Politics and Religion

Every once in a while during my life as a priest and preacher, people would tell me, “Keep your politics out of the pulpit, preacher! Stick to religion!”

That’s the conventional wisdom isn’t it? You can’t mix politics and religion.

But that’s a problem on this last Sunday of the year when we celebrate the “Reign of Christ” or, as we used to call it, “Christ the King Sunday”. When you put “Christ” and “King” in the same phrase, you are mixing politics and religion right there.

So I want us to think about this a little differently today. I want to begin with something I said a month or so ago.

The was from Matthew, where they were trying to trap Jesus, and he asks for a coin. “Whose image?”  he asks. “The emperor,” they say.
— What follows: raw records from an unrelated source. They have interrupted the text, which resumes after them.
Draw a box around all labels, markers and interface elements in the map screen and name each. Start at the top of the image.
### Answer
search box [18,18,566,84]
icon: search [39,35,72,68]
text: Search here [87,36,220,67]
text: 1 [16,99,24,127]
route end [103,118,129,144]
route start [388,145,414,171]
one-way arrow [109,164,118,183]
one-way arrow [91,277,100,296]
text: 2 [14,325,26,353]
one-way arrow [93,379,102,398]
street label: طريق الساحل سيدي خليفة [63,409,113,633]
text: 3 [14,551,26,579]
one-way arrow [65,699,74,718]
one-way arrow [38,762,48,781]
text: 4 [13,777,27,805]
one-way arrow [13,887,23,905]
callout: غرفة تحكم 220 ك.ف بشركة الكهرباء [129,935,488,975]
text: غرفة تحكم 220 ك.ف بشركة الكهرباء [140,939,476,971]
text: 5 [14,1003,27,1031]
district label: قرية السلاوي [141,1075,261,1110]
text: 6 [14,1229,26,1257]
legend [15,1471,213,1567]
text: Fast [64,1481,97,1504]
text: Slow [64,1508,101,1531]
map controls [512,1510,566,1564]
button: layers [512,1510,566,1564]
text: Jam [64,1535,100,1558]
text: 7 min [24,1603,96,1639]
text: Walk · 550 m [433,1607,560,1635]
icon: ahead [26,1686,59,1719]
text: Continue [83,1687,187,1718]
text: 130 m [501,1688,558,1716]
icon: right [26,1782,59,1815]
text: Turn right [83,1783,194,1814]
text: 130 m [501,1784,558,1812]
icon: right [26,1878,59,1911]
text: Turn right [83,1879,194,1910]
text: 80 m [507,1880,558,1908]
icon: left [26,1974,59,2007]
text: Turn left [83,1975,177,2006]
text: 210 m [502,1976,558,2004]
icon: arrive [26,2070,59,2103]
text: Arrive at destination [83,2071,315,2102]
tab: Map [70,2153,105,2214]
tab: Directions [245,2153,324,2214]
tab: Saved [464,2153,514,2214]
Jesus responds, In that case, give to Caesar what belongs to Caesar, and give to God what belongs to God.”

Some people think Jesus was separating life into two neat spheres, one labelled “secular” and the other labelled “sacred”. I suggested that Jesus never thought that way. You can’t separate life in sacred and secular realms. It all belongs to God. Everything in life belongs to God. All that we are, all that we say, all that we do—we do it in the presence of God. So when Jesus says to give to God, he’s talking about religion…and politics and economics and social life and everything that’s part of the way we live together.

We see a similar kind of thinking in today’s readings.
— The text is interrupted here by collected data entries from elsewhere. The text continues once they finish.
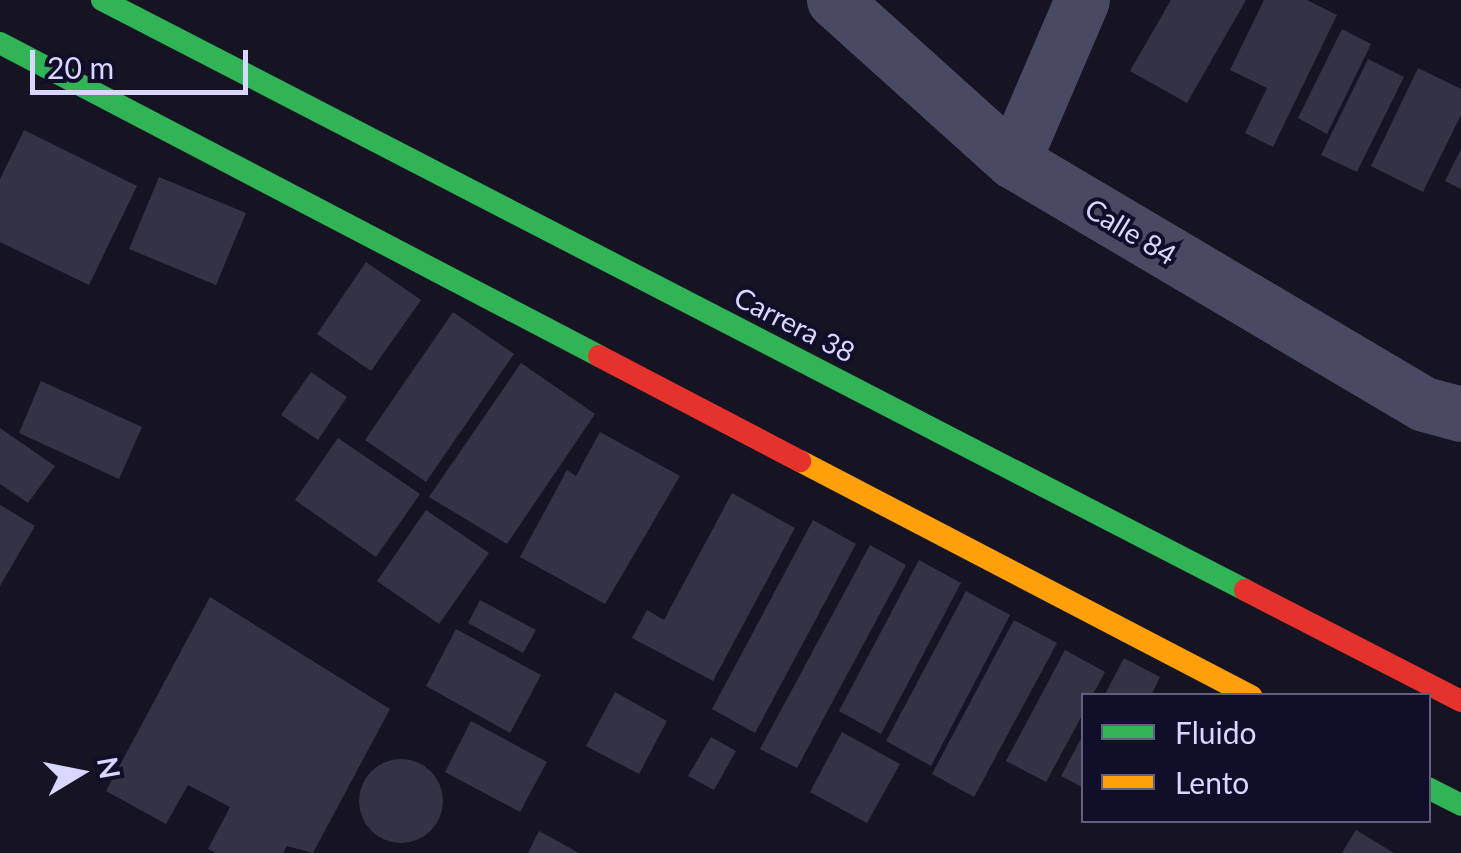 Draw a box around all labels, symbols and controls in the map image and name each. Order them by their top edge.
scale bar [35,30,252,92]
text: 20 m [47,49,114,85]
street label: Calle 84 [1079,191,1183,271]
street label: Carrera 38 [729,279,861,369]
legend [1081,693,1431,823]
text: Fluido [1175,714,1257,750]
north arrow [30,723,130,823]
text: N [91,754,128,781]
text: Lento [1175,764,1249,800]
The opening verses of Ezekiel 34 condemn the “shepherds of Israel”—which is to say, Israel’s rulers. They were supposed to care for the people. But these rulers were more like Trump—they were in it only for themselves. They were the rich, like finance ministers who hide their money in offshore accounts. They passed legislation which benefitted their stock portfolios and enriched their cronies.

Therefore, says Ezekiel, God has had it with them. That’s where our reading began this morning—“Since you don’t take care of my flock, I myself will search for my sheep. I will seek them out. I will take care of them. I will rescue them. I will gather them to myself, and they will lie down in good grazing land, they will eat in rich pastures. I will seek the lost. I will bind up the injured. I will strengthen the weak.

“As for the fat and the rich, and the strong—I have had it with them. I will judge them. They butted the weak ones with their horns and scattered them, and now they will have their comeuppance.”

You can’t get more political than that. You can’t get more religious than that, either. God will be the good shepherd. God will take care of God’s people. God holds the oppressed and the marginalized within God’s embrace.

Then in Ephesians, we have a hymn to Christ reigning in glory. Christ is above all earthly rule, all earthly authority, all earthly power.

And how does Christ use that power and glory?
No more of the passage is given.